◆ What to do
The answer must consist of every line below that holds the word "halo".

◆ Provided information
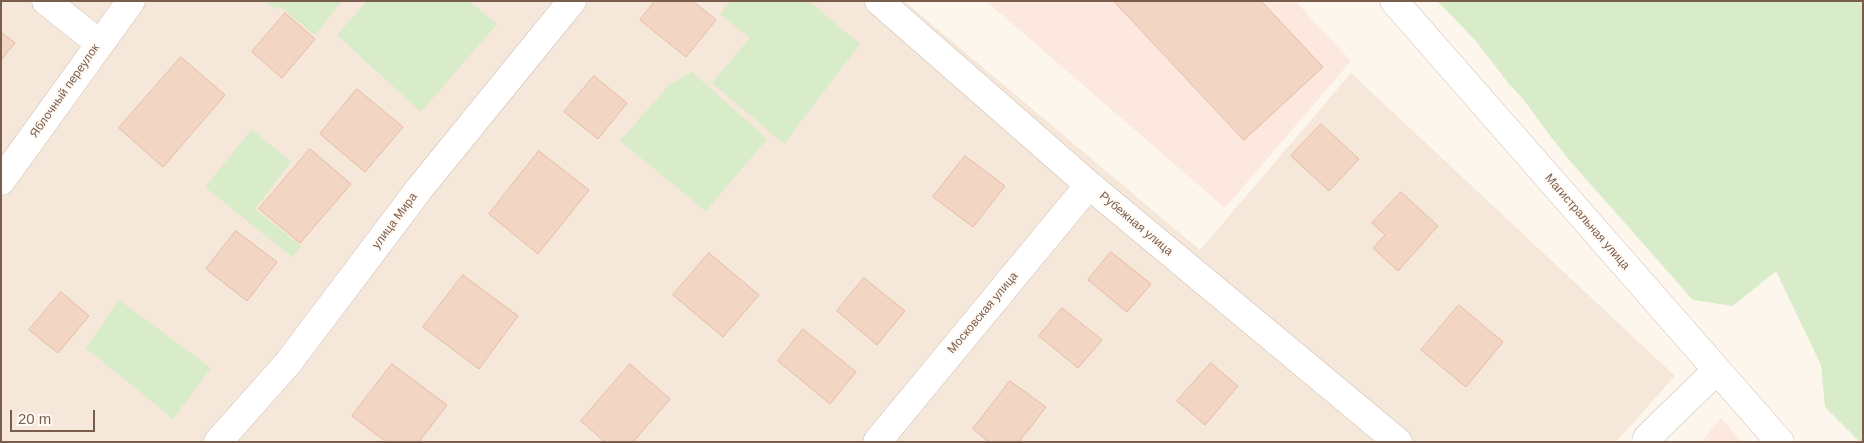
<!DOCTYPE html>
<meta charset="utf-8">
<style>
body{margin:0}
#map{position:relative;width:1864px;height:443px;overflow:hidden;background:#fdf6ec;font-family:Helvetica,sans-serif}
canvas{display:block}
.frame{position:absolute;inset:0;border:2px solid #7a5c4d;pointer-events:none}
.scale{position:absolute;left:10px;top:410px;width:85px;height:22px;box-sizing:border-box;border:2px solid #7a5c4d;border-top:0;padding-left:6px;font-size:15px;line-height:18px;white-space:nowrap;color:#7a5c4d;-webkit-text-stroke:4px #fffaf3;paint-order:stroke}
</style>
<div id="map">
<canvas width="1864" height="443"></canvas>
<div class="frame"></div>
<div class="scale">20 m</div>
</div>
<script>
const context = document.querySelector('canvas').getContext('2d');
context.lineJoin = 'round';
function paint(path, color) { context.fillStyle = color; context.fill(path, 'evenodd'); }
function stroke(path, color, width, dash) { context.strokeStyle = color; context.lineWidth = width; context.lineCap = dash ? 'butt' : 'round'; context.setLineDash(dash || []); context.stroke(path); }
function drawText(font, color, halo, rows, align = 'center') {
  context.font = font + ' Helvetica,sans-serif'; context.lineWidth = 4; context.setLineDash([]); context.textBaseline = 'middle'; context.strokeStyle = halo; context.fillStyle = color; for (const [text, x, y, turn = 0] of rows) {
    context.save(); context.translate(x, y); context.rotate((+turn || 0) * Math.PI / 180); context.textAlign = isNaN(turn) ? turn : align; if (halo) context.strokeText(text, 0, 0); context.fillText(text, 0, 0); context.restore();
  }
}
const residential = new Path2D(`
 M1,1H904L1200,250L1351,73L1675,376L1616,442H1Z`);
const commercial = new Path2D(`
 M986,1H1295L1351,61L1225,208Z
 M1721,418L1742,442H1701Z`);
const green = new Path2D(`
 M265,1H342L315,35L279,6L275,9Z
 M367,1H469L497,24L421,112L337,35Z
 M731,1H809L860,44L784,144L712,83L750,38L720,14Z
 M1437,1H1863V442H1860L1825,407L1821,365L1776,271L1733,306L1693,300L1570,161L1551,137L1523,99L1509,84L1475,40Z
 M692,72L767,139L706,211L620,141L670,84Z
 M252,129L291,162L255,209L301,246L292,257L205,187Z
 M119,300L211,368L173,419L86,348Z`);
const building = new Path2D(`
 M655,1H693L716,20L686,57L640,20Z
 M1114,1H1261L1323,67L1244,140Z
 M285,13L315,39L282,78L252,52Z
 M1,32L15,43L1,60Z
 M181,57L225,95L163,167L119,128Z
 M594,76L627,103L598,139L564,112Z
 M357,89L403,127L365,172L320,134Z
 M1321,124L1359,159L1329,191L1291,156Z
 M310,149L351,184L300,243L259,209Z
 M539,151L589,190L538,254L489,214Z
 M965,156L1005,186L973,227L933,197Z
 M1401,192L1438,226L1398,271L1373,248L1385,235L1372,223Z
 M236,231L277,262L247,301L206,269Z
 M1111,252L1151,284L1127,312L1088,280Z
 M709,253L759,295L723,337L673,295Z
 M463,275L518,316L479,369L423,327Z
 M864,278L905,311L877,345L837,311Z
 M61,292L89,316L58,353L29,330Z
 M1459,305L1503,342L1466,387L1421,350Z
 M1062,308L1102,340L1078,368L1039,336Z
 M803,329L856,372L830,404L778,361Z
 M1211,363L1238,386L1205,425L1177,401Z
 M392,364L447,405L419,442H386L352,416Z
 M630,364L670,399L633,442H605L581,421Z
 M1010,381L1046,407L1019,442H989L973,429Z`);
const minor = new Path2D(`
 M46,1L99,43
 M879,1L1089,185L1398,442
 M1394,1L1780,442
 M1,181L131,1
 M218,442L288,363L420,188L572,1
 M877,442L1089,185
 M1646,442L1647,438L1717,370`);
const streetNames = [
 ["Яблочный переулок",65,91,-55],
 ["улица Мира",395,221,-53],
 ["Магистральная улица",1587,222,49],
 ["Рубежная улица",1136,224,40],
 ["Московская улица",983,313,-50]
];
paint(residential, '#f5e8da');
paint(commercial, '#fde8e0');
paint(green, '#d8ecc9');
paint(building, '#f3d5c3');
stroke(building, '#e6bba3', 1);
stroke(minor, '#d1beb0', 29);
stroke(minor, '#fff', 28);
drawText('12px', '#7a5c4d', '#fffaf3', streetNames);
</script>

◆ Output of the task
function drawText(font, color, halo, rows, align = 'center') {
  context.font = font + ' Helvetica,sans-serif'; context.lineWidth = 4; context.setLineDash([]); context.textBaseline = 'middle'; context.strokeStyle = halo; context.fillStyle = color; for (const [text, x, y, turn = 0] of rows) {
    context.save(); context.translate(x, y); context.rotate((+turn || 0) * Math.PI / 180); context.textAlign = isNaN(turn) ? turn : align; if (halo) context.strokeText(text, 0, 0); context.fillText(text, 0, 0); context.restore();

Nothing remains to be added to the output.